Gupta-linked Nkonki folds after damning AG decision
Closure is a setback for transformation of the auditing profession, and diversification away from the big four
Nkonki Inc, as it is known, says it was left with no option but to wind up the company following the auditor general’s decision to terminate its contracts with the firm.
That decision was prompted by revelations that majority shareholder Mitesh Patel’s management buyout of Nkonki was funded by Gupta lieutenant Salim Essa, and that Patel was effectively a front for Essa.

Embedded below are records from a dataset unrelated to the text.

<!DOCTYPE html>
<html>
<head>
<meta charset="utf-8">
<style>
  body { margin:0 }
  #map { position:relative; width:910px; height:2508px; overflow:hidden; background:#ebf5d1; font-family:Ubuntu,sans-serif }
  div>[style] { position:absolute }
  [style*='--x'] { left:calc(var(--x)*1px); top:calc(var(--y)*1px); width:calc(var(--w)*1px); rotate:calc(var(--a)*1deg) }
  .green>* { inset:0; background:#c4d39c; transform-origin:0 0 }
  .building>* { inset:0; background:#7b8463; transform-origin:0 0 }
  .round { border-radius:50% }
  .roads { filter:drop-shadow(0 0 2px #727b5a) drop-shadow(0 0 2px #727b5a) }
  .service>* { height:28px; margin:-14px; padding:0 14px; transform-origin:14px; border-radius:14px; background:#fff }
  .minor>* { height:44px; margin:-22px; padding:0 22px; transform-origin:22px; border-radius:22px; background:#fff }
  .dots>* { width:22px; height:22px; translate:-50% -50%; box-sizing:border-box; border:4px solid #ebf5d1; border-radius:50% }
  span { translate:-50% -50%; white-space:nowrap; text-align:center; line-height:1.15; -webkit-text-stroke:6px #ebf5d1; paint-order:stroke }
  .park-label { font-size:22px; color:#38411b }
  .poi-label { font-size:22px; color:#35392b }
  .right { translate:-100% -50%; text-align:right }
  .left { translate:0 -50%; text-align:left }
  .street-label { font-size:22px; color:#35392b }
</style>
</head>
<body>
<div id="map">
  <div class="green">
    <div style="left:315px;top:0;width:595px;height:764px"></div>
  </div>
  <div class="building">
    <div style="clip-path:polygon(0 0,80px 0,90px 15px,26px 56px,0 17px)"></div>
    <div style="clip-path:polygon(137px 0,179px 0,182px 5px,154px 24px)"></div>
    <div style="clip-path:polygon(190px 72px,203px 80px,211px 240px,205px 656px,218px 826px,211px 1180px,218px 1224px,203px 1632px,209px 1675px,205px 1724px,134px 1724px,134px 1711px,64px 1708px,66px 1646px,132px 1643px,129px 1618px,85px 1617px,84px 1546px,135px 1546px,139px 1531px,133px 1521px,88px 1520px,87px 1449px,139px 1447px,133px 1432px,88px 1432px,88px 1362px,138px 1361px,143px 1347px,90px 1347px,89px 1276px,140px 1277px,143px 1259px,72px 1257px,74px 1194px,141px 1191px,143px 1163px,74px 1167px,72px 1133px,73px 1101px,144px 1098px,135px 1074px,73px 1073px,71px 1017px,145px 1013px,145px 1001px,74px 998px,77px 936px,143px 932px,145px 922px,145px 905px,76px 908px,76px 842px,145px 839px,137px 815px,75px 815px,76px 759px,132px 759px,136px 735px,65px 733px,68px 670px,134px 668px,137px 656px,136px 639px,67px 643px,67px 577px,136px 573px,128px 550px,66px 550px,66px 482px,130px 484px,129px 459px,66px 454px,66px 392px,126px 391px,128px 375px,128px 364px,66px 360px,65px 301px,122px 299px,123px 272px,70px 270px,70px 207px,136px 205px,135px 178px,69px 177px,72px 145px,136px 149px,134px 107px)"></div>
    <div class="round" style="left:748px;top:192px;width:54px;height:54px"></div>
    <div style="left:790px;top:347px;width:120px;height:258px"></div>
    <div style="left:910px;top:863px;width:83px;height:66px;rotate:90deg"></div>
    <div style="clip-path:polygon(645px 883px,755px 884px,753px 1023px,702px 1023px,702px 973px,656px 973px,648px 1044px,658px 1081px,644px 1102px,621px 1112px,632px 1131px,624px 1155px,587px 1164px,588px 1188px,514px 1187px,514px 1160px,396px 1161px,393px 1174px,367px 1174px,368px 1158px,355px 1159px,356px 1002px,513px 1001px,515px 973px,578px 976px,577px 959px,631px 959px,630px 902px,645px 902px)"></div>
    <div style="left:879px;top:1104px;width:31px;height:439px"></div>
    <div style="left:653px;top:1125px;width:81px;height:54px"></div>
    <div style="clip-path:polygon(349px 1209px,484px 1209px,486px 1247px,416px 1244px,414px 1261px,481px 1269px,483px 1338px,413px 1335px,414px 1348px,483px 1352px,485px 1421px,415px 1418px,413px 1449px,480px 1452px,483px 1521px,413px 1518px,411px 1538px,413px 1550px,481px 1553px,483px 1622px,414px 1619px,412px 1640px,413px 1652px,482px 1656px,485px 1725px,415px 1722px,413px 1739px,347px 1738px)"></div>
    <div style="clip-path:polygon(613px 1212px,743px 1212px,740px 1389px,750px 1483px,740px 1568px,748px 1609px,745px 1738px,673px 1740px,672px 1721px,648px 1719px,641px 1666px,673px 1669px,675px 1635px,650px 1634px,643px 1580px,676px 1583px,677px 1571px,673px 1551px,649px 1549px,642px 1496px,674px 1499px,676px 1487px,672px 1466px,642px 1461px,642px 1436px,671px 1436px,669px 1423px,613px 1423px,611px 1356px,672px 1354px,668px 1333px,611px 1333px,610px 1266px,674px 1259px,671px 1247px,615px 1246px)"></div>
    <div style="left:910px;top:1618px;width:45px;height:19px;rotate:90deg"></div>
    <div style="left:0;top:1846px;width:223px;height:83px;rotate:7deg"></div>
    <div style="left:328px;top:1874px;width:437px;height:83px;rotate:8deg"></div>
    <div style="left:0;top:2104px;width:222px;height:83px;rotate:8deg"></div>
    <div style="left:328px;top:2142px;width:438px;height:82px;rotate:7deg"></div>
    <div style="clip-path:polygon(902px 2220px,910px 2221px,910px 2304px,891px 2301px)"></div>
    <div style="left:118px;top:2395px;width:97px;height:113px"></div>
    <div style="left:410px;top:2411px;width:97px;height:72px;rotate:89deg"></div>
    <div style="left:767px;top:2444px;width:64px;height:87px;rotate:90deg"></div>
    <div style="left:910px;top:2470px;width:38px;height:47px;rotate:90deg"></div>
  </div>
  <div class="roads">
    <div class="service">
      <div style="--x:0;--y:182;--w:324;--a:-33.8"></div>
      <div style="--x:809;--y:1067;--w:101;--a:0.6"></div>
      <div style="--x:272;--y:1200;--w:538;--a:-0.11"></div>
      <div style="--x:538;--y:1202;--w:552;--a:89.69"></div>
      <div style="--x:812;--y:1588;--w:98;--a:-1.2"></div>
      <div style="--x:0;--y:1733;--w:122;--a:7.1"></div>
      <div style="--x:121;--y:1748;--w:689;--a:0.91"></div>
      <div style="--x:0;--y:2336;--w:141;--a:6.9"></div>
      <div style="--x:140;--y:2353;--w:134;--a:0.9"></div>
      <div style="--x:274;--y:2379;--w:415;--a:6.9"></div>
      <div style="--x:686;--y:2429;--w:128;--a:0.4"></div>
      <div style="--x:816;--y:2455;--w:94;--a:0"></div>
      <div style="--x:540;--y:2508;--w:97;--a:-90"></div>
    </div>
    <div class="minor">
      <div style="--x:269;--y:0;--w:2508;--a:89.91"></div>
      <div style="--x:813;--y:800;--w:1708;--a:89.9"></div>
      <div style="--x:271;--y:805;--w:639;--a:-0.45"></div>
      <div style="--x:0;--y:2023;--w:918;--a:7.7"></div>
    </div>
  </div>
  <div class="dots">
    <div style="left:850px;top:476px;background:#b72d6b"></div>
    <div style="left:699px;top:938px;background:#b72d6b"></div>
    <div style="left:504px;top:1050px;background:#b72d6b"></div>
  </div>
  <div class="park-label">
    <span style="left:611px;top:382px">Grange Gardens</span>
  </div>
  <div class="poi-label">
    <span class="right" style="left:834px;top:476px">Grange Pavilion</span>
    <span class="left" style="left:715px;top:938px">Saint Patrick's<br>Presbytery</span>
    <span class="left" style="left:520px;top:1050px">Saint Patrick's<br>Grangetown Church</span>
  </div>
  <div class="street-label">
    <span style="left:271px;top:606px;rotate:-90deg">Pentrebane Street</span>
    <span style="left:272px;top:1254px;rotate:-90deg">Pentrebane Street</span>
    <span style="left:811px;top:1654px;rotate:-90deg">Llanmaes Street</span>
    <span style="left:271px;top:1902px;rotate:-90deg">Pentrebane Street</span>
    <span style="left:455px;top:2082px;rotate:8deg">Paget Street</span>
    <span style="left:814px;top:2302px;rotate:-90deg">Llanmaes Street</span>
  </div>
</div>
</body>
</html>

Plans by Nkonki’s management to buy Patel out, following his resignation, were, the firm says, thwarted by the loss of public sector contracts.As audit firms fight one scandal after another, the latest hit is not only a blow to the profession. Nkonki is one of a handful of sizable black-owned audit firms (it employs 180 people) and its closure is a setback for transformation of the profession, and diversification away from the big four.
Of course, it is true that black audit firms should not be held to different ethical or operational standards than their traditionally white counterparts. After all, the auditor general also cancelled its contracts with KPMG.
The difference is that Nkonki, unlike KPMG, derives the majority of its revenue from public sector audits. This is true for most black audit firms, and it is not for a lack of trying to win private sector work. Black firms all too often face closed doors in this regard – just ask the country’s fifth-largest audit firm, SizweNtsalubaGobodo.
One wonders whether auditor-general Kimi Makwetu considered this in making his decision. Was there a way to sanction the company without destroying it?